◆ Problem to work on ◆
Looking through the data below, work out how many lines have the word "service". Reply with that number only.

(Dataset entries)
——

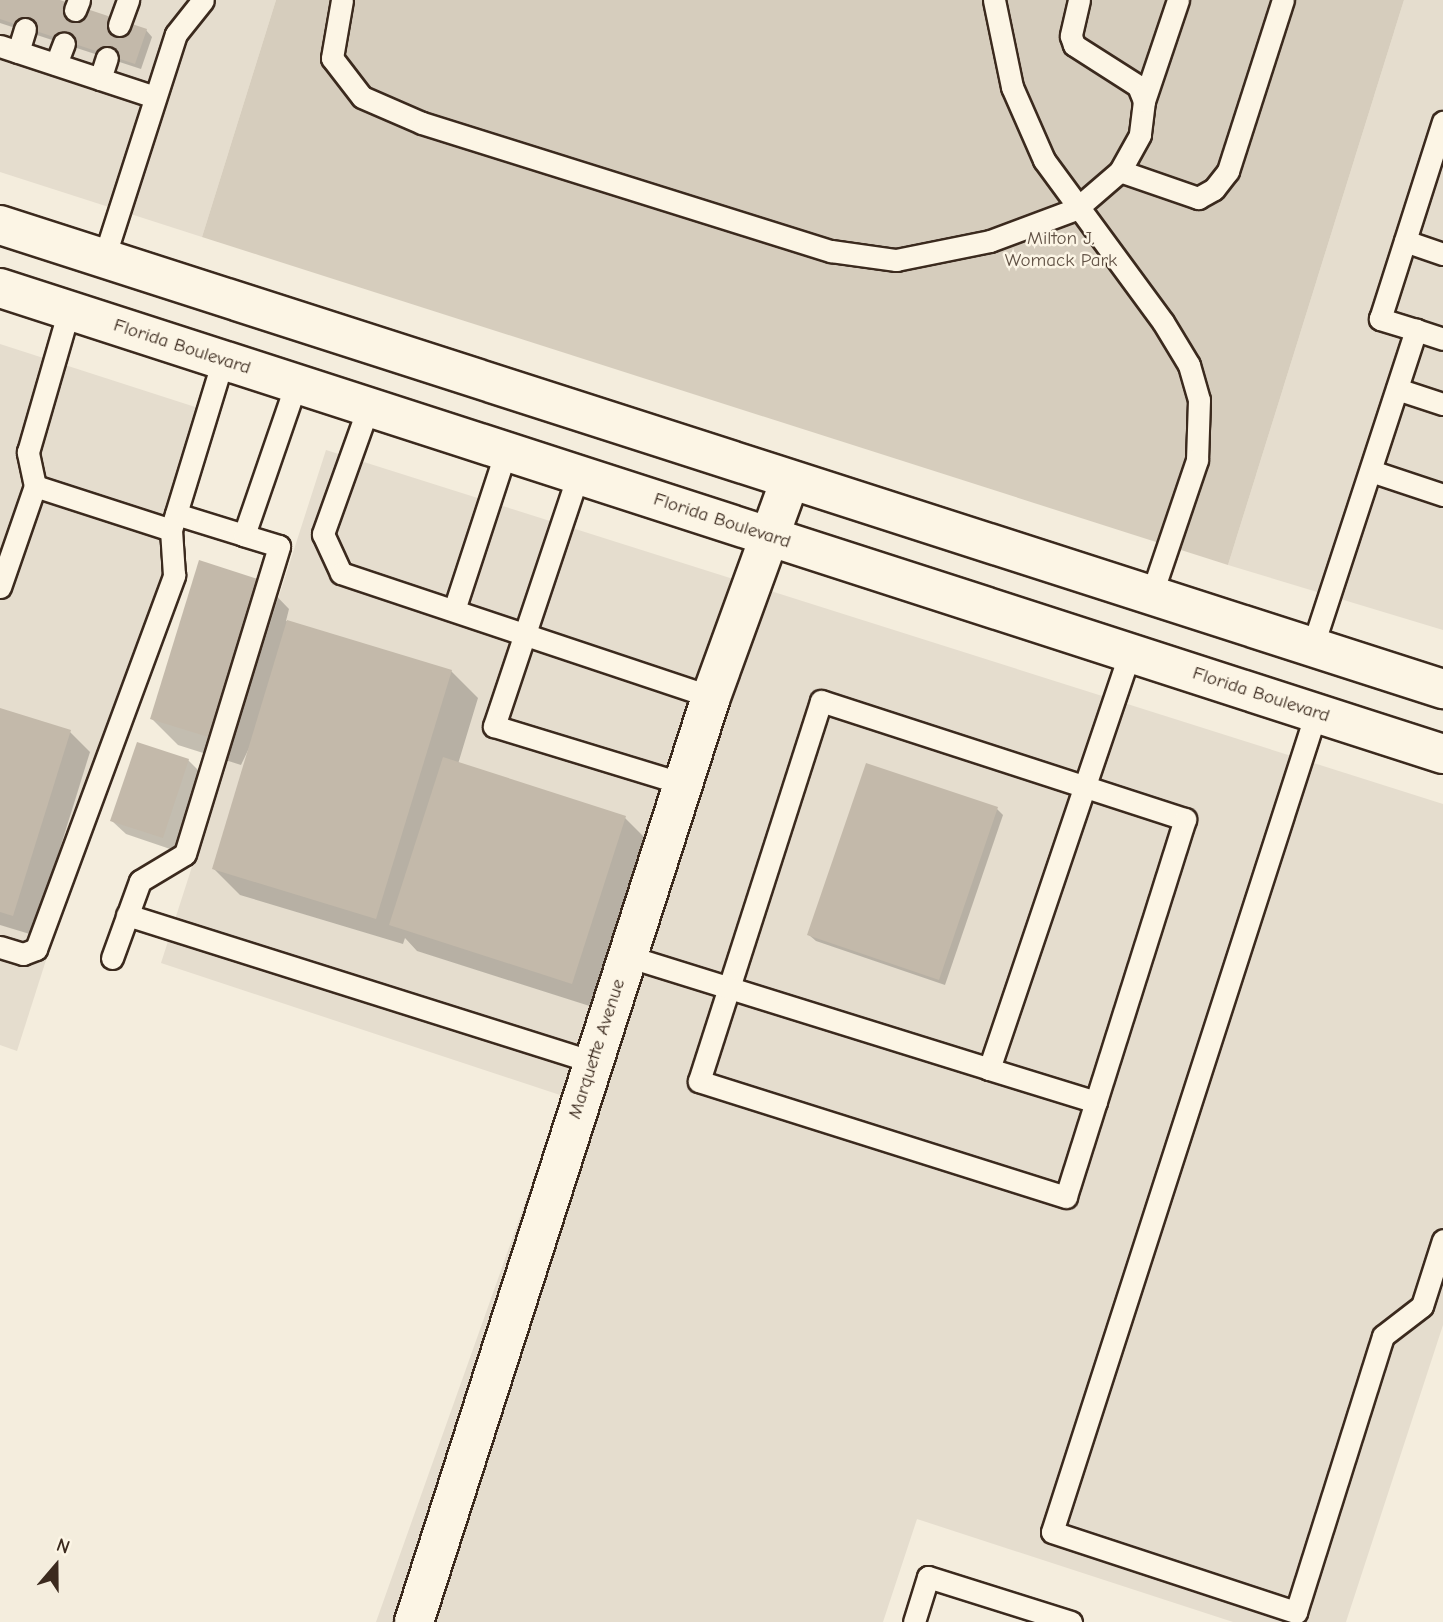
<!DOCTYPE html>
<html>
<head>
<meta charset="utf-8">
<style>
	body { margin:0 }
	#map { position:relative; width:1443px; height:1622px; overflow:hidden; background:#f4eddd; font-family:"Comic Neue",sans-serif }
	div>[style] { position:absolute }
	.built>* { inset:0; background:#e5ddce }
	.green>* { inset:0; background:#d6cdbd }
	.shadow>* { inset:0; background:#0003 }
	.building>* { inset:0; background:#c3b9aa }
	.roads { filter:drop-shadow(2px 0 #3b2a1e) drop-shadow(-2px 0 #3b2a1e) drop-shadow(0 2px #3b2a1e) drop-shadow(0 -2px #3b2a1e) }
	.service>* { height:21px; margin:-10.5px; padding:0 10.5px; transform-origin:10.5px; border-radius:10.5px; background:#fcf5e5 }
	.minor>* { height:38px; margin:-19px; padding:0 19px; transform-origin:19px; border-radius:19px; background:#fcf5e5 }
	.primary>* { height:38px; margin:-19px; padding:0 19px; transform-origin:19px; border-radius:19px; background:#fcf5e5 }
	span { translate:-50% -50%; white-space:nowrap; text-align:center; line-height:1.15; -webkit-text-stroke:5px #fcf5e5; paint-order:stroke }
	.park-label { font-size:19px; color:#625346 }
	.street-label { font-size:19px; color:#3b2a1e }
	.north { position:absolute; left:21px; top:1531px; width:70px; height:70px; -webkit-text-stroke:5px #fcf5e5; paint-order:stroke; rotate:20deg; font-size:19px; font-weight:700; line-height:28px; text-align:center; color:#3b2a1e }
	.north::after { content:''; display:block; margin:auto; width:24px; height:32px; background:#3b2a1e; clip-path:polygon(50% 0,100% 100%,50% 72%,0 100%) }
</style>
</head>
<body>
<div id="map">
	<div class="built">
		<i style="clip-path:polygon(0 0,276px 0,202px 237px,0 172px)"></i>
		<i style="clip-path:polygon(1404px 0,1443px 0,1443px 630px,1228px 565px)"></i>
		<i style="clip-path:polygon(0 344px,220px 415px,17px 1051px,0 1045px)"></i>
		<i style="clip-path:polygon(326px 450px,1443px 804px,1443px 1325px,1346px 1622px,1233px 1622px,917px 1519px,883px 1622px,376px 1622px,563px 1096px,161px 963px)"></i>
	</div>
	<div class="green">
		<i style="clip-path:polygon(276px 0,1404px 0,1228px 565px,202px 237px)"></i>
	</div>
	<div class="shadow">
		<i style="clip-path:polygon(0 0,54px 0,146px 30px,152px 37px,141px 69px,0 23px)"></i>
		<i style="clip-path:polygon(263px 582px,289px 609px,286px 621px,451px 671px,478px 698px,458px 764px,625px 818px,651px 844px,599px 1009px,417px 951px,405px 938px,403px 944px,240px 895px,214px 869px,251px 744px,241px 765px,178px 745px,152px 719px)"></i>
		<i style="clip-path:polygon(0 710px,70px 732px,90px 752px,33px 935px,0 925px)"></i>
		<i style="clip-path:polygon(188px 760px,202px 774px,176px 851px,126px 834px,112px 821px)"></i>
		<i style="clip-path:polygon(997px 809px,1003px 815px,945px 985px,816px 941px,809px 935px)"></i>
	</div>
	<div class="building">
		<i style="clip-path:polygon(0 0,60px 0,147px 29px,135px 64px,0 19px)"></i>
		<i style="clip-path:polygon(199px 560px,264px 581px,215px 739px,150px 719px)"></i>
		<i style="clip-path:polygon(287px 620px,452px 670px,376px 919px,212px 869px)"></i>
		<i style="clip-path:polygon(0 708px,71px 730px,13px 916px,0 912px)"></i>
		<i style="clip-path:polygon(137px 742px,189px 759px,163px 838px,110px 821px)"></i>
		<i style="clip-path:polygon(443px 757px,626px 816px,572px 984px,389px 925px)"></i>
		<i style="clip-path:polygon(866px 763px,998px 807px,939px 980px,807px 935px)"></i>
	</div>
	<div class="roads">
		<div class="service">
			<i style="left:342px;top:0;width:59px;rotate:99.8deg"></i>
			<i style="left:332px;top:58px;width:49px;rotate:52.4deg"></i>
			<i style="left:362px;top:97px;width:65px;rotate:23.4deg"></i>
			<i style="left:422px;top:123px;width:429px;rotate:17.4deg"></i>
			<i style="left:831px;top:251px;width:66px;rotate:7.9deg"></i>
			<i style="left:896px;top:260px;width:96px;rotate:-11.4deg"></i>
			<i style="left:990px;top:241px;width:92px;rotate:-20.4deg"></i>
			<i style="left:1076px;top:209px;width:58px;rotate:-40.8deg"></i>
			<i style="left:1120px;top:171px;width:83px;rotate:19.1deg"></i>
			<i style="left:1198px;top:198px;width:18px;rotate:-29deg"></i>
			<i style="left:1214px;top:189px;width:23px;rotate:-52deg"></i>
			<i style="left:1228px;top:171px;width:180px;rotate:-72.2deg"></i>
			<i style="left:994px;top:0;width:89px;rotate:78.3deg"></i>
			<i style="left:1012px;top:87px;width:80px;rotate:66.3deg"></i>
			<i style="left:1044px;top:160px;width:201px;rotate:53.7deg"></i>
			<i style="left:1163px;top:322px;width:50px;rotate:58.8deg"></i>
			<i style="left:1189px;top:365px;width:36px;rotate:74deg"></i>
			<i style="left:1199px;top:400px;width:60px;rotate:91.9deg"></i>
			<i style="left:1197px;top:460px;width:144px;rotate:108.7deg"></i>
			<i style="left:1079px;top:0;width:37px;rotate:103deg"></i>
			<i style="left:1071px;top:36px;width:9px;rotate:72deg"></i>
			<i style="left:1074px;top:45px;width:76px;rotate:32.6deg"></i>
			<i style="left:1138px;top:86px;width:16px;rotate:68deg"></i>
			<i style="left:1144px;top:101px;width:34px;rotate:97deg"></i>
			<i style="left:1140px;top:135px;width:41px;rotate:119.1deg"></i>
			<i style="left:75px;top:10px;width:11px;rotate:-68deg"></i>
			<i style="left:119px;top:25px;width:27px;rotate:-70deg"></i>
			<i style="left:0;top:46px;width:163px;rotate:18.2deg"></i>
			<i style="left:18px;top:52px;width:24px;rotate:-73deg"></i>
			<i style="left:56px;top:64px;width:22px;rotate:-69deg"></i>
			<i style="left:100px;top:79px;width:22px;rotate:-72deg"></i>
			<i style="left:1144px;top:101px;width:107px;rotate:-71.4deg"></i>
			<i style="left:1405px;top:241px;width:40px;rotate:18.9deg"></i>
			<i style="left:104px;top:258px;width:235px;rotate:-72.2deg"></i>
			<i style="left:176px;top:34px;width:43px;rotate:-51.5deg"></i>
			<i style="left:1416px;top:330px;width:38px;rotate:-163deg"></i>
			<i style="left:1380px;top:319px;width:207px;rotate:-72.3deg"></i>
			<i style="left:1397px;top:389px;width:48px;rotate:18.1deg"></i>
			<i style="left:368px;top:408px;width:134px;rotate:109.7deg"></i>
			<i style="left:323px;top:534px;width:43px;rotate:65.2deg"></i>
			<i style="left:341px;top:573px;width:390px;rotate:18.5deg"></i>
			<i style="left:1371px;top:471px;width:76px;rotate:18.4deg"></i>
			<i style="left:578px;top:475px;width:265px;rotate:108.5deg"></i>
			<i style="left:494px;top:726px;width:199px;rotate:17deg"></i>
			<i style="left:35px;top:486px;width:143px;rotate:17.9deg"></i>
			<i style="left:171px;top:530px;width:178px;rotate:-73deg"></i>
			<i style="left:176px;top:514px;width:71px;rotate:17.2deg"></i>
			<i style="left:0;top:587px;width:107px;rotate:-70.9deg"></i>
			<i style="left:35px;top:486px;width:35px;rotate:-102deg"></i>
			<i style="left:28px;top:452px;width:148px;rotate:-73.9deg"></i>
			<i style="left:454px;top:610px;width:167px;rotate:-71.9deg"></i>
			<i style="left:1312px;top:648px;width:335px;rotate:-71.9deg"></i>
			<i style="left:1416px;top:330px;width:28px;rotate:18deg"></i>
			<i style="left:821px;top:701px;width:383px;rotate:18deg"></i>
			<i style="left:1185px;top:819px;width:396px;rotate:107.5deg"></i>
			<i style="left:1066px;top:1197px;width:385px;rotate:-162.5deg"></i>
			<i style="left:699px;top:1081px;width:399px;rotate:-72.2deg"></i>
			<i style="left:1316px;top:713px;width:860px;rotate:107.87deg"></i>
			<i style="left:1052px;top:1532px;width:257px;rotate:18.2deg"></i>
			<i style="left:1296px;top:1612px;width:289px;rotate:-72.5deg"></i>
			<i style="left:1383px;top:1336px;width:49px;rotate:-37.6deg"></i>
			<i style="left:1422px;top:1306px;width:69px;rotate:-72.3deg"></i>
			<i style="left:127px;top:915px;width:489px;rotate:17.5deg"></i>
			<i style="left:0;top:947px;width:24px;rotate:17deg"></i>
			<i style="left:23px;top:954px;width:14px;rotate:-21deg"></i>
			<i style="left:36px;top:949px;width:399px;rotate:-69.7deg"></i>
			<i style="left:174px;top:575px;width:45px;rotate:-93.8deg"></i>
			<i style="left:627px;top:956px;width:379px;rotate:17.3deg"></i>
			<i style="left:989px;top:1069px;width:439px;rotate:-71.3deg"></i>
			<i style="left:112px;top:958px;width:82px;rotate:-70deg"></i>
			<i style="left:140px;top:881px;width:52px;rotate:-31deg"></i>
			<i style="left:185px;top:854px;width:322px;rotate:-73deg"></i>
			<i style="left:279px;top:546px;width:37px;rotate:-163deg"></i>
			<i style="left:244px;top:535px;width:160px;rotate:-71deg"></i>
			<i style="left:989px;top:1069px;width:112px;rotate:17.1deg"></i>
			<i style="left:914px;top:1622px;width:47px;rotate:-72.7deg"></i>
			<i style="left:928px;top:1577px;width:150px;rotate:17.5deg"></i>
		</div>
		<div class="minor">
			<i style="left:414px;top:1622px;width:972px;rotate:-72.2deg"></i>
			<i style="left:711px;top:697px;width:231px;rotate:-70deg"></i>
		</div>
		<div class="primary">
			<i style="left:0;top:225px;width:1516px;rotate:17.83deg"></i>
			<i style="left:0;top:288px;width:1516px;rotate:17.9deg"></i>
		</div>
	</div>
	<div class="park-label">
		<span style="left:1061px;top:250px">Milton J.<br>Womack Park</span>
	</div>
	<div class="street-label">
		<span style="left:182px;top:347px;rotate:18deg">Florida Boulevard</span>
		<span style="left:722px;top:521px;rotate:18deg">Florida Boulevard</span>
		<span style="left:1261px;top:695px;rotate:18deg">Florida Boulevard</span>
		<span style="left:597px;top:1049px;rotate:-72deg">Marquette Avenue</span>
	</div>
	<div class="north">N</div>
</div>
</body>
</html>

——

◆ Result of the exercise ◆
2